South Africa’s Competition Commission has intensified its efforts to hold major digital platforms accountable for using news content generated by local publishers. The regulator’s latest provisional report from the Media and Digital Platforms Market Inquiry recommends that Google, Meta Platforms, and other digital giants compensate local media companies for content that drives user engagement and advertising revenues on their platforms.
The Commission proposes that Google pay local publishers between R300 million ($16.3 million) and R500 million ($27 million) annually over a three- to five-year period. This recommendation aligns with similar global initiatives, such as Australia’s News Media Bargaining Code, which has led to significant financial agreements between tech firms and news outlets.
Local media houses have struggled financially as advertising revenue has migrated to digital platforms, leaving traditional publishers with shrinking income streams. Google and Meta (especially its search engines), in particular, dominate online advertising in South Africa, benefiting from news content while providing little to no direct compensation to its creators.
The Commission has raised concerns that Meta and X have deliberately reduced the visibility of news content on their platforms, negatively impacting referral traffic to local media sites. This move has further harmed South African publishers’ revenue potential relying on platform-generated traffic.
Beyond financial compensation, the Commission recommends that South African news publishers be allowed to negotiate collectively with AI firms over the use of their content for training purposes. This reflects a growing global concern over how artificial intelligence tools, like ChatGPT, scrape and repurpose online content without proper authorisation or remuneration.

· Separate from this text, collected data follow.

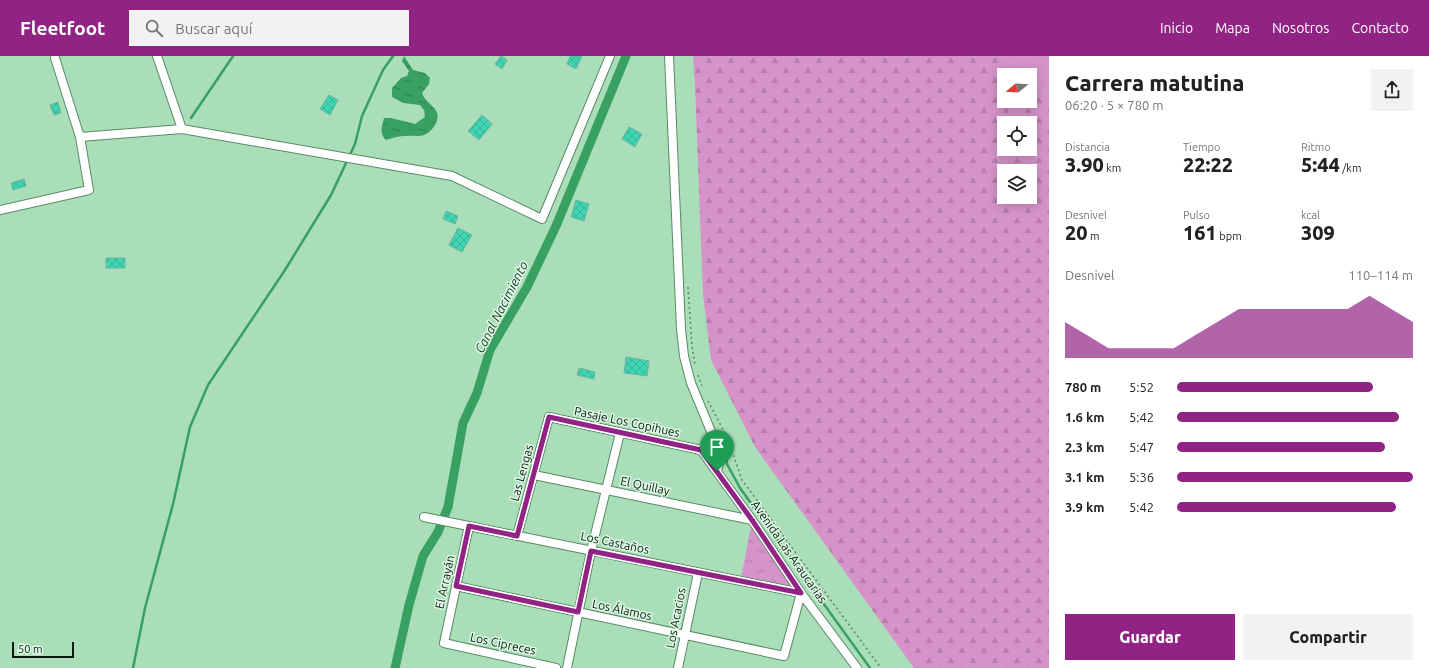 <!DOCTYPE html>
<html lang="es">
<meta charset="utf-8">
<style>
:root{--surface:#fff;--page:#f2f2f2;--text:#222;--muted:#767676;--accent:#912385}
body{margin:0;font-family:Ubuntu,sans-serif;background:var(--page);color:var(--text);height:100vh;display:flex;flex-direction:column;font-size:15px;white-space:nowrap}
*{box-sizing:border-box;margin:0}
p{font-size:13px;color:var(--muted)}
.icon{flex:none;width:22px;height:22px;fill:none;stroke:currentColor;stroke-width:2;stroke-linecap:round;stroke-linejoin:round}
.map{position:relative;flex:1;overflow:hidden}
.side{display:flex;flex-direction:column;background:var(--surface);width:380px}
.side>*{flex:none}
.needle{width:26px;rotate:252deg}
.tools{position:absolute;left:997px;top:12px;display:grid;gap:8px}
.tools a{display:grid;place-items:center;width:40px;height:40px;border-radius:0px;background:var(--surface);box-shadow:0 2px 10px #0003;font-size:20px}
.scale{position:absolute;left:12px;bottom:10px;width:62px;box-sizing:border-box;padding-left:4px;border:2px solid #071b0e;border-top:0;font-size:11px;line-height:14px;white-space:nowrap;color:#071b0e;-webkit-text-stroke:3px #def8e4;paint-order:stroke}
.pin{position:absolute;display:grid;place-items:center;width:34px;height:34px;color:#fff;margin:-41px -17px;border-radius:50% 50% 50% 0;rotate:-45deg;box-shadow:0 0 4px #0007}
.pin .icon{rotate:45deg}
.round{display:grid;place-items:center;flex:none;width:42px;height:42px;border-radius:0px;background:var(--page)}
.overview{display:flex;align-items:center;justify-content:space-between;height:68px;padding:0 16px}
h1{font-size:22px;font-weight:800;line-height:30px}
.figures{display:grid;grid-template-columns:repeat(3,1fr);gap:6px;height:68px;padding:4px 16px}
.figures div{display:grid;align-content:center}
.figures b{font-size:20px;font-weight:800}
.figures small{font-size:11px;font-weight:400}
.figures p{font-size:11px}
.chart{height:112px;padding:8px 16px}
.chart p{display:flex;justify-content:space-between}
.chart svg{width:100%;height:72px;margin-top:4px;fill:var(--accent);opacity:.7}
.button{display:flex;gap:8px;margin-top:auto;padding:8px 16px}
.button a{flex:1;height:46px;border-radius:0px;background:var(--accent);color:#fff;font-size:16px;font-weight:800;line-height:46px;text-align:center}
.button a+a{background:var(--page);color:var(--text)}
ul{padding:0 16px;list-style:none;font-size:13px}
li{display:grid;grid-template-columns:64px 48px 1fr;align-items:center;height:30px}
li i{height:10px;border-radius:5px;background:var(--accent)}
header{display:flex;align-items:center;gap:24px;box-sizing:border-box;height:56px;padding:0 20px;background:var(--accent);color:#fff}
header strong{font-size:19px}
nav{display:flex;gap:22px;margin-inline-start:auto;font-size:14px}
.search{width:280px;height:36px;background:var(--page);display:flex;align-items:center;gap:10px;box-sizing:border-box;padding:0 14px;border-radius:0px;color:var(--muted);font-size:15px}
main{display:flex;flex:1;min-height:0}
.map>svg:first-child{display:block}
</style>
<header>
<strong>Fleetfoot</strong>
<div class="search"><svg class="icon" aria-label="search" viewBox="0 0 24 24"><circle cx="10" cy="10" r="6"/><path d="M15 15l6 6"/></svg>Buscar aquí</div>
<nav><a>Inicio</a><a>Mapa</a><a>Nosotros</a><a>Contacto</a></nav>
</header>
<main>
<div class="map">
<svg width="1049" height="612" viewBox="0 0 1049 612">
<defs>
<pattern id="forest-firs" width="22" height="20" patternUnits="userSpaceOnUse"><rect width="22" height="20" fill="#d693ca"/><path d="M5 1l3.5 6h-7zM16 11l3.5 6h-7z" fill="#b67eac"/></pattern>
<pattern id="park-tufts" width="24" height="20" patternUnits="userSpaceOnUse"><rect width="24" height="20" fill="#d693ca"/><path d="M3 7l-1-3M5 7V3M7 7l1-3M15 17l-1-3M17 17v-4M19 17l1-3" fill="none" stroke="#b67eac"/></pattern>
<pattern id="water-ripples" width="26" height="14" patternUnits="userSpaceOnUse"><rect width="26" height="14" fill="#38a061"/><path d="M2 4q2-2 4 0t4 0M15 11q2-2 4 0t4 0" fill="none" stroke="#2d824e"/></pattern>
<pattern id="building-cross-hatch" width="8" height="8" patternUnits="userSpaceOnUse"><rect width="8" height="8" fill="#3fd5b2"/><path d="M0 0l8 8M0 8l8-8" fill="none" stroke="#36b698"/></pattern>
</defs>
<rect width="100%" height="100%" fill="#aadeb8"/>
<path fill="#d693ca" d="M1003,0H1049V42L1030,22V19H1027L1016,8Z"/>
<path fill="url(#forest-firs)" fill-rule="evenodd" d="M693,0H1003L1016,8L1027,19H1004V45H1030V22L1049,42V612H914L755,391L711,304L703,239L695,30ZM1004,67H1030V93H1004ZM1004,115H1030V141H1004Z"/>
<path fill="url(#park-tufts)" d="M751,471L795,532L741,522Z"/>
<path fill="url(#water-ripples)" d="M404,0L413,14L425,17L430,22L429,28L422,37C425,46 435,50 437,57C440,65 431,77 424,79C418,81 411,79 405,80C399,80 392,82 386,84C379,77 382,71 384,62H391L415,68L425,61L424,54L420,49L403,47L392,41V32L401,22L407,20L409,15L402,5Z"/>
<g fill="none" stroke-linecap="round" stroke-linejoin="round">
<path stroke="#38a061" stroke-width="2.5" d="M191,62L233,0
M724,384L727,408L740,432L870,612
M133,612L145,552L173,448L190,371L208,329L285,214L331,139L355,88L362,60L383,14L393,0"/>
<path stroke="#38a061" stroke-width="9" d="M395,612L409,549L423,500L438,476L448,451L463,367L477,337L490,294L527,231L556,170L626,0"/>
</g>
<path fill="url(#building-cross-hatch)" stroke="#70b39f" d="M501,0L507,4L502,13L495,8Z
M570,0H582L576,13L567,8Z
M329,39L338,44L330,59L320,53Z
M58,46L61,57L54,59L50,49Z
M482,59L492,68L479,84L468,75Z
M629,71L642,78L635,91L622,83Z
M24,123L26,130L13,134L11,127Z
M576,144L589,148L584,165L571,161Z
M446,155L458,160L455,168L443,163Z
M458,172L472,179L462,196L449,189Z
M106,202H125V212H106Z
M626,301L649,305L647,320L624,317Z
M579,312L595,316L594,323L577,319Z"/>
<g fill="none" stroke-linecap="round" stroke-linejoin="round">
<g stroke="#598a67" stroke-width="10">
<path id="street" d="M157,0L182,73L452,120L542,163L610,0
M669,0L681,273L684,300L691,327L717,390L720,404L717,415
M55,2L80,81L182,73
M0,154L89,134L80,81
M534,419L752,464
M424,461L801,537L784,600L456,530
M469,470L444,587L556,612
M517,480L549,361L701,394L752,464L801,537L857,612
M567,612L591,495L620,377
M678,612L698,517"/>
</g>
<path stroke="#5e8369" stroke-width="1.5" stroke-dasharray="2 3" stroke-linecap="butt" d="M688,231L692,290L695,309
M698,319L702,330
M708,345L728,383L742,424L881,612"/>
<use href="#street" stroke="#fff" stroke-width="8"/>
</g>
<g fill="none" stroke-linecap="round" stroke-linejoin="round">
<g stroke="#fff" stroke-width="8">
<path id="route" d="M549,361L701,394L752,464L801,537L591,495L578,556L456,530L469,470L517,480Z"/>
</g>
<use href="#route" stroke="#912385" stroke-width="5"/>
</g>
<g text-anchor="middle" stroke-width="3" stroke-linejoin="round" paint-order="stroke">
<g font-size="12" fill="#071b0e" stroke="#def8e4">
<text transform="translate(627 366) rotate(12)" y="4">Pasaje Los Copihues</text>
<text transform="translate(522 417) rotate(-75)" y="4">Las Lengas</text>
<text transform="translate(645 430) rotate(12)" y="4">El Quillay</text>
<text transform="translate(615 487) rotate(12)" y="4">Los Castaños</text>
<text transform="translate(789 496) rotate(55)" y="4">Avenida Las Araucarias</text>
<text transform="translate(445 526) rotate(-78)" y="4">El Arrayán</text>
<text transform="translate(622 554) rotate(12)" y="4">Los Álamos</text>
<text transform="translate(676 562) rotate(-79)" y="4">Los Acacios</text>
<text transform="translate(503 588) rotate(12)" y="4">Los Cipreces</text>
</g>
<g font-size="13" font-style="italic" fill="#143e24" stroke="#def8e4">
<text transform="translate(501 251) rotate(-63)" y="5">Canal Nacimiento</text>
</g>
</g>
</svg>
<div class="tools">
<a><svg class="needle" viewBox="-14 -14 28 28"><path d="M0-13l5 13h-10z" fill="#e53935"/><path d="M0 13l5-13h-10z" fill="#767676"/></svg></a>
<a><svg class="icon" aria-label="locate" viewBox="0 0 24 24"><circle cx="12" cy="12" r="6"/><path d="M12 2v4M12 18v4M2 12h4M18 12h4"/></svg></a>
<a><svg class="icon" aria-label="layers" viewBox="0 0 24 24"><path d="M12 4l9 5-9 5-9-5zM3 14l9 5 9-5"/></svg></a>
</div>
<div class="scale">50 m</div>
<div class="pin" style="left:717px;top:415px;background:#1e9e55"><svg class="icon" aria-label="arrive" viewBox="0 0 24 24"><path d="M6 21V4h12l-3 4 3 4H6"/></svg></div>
</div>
<section class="side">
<div class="overview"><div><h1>Carrera matutina</h1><p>06:20 · 5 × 780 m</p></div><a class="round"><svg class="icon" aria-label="share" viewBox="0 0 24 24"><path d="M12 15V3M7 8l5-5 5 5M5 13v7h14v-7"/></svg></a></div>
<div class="figures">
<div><p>Distancia</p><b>3.90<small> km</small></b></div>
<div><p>Tiempo</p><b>22:22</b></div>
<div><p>Ritmo</p><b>5:44<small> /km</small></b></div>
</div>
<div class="figures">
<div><p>Desnivel</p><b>20<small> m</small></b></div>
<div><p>Pulso</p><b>161<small> bpm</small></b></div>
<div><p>kcal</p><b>309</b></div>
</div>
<div class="chart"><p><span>Desnivel</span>110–114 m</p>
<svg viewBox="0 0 160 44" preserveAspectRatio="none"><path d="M0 44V22L10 30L20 38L30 38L40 38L50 38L60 30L70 22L80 14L90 14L100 14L110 14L120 14L130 14L140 6L150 14L160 22V44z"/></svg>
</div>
<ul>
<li><b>780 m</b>5:52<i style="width:83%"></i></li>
<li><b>1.6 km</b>5:42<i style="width:94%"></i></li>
<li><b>2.3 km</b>5:47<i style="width:88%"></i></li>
<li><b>3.1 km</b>5:36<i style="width:100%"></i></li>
<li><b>3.9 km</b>5:42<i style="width:93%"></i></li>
</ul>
<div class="button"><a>Guardar</a><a>Compartir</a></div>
</section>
</main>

By granting media houses the right to collectively bargain, the Commission aims to strengthen the industry’s position in securing fairer terms from both tech platforms and AI-driven content aggregators.
If implemented, these recommendations could reshape the relationship between South African media companies and global digital giants. Financial support from companies like Google would provide much-needed relief to struggling newsrooms, ensuring the sustainability of quality journalism in the country.
However, enforcing these policies could prove difficult. Similar moves in other countries, including Canada and Australia, have faced pushback from tech firms, leading to standoffs and platform restrictions on news content. If Google and Meta resist the South African regulator’s proposals, the government may need to consider additional legislative measures to enforce compliance.
South Africa’s Competition Commission is taking an assertive stance to secure fair compensation for local news publishers, recognising the value they provide to digital platforms.
While this initiative could bring much-needed financial relief to the media industry, its success will depend on whether global tech companies comply or push back. With similar battles unfolding worldwide, South Africa’s actions may set a precedent for other African nations seeking to balance the power between news creators and digital distribution giants.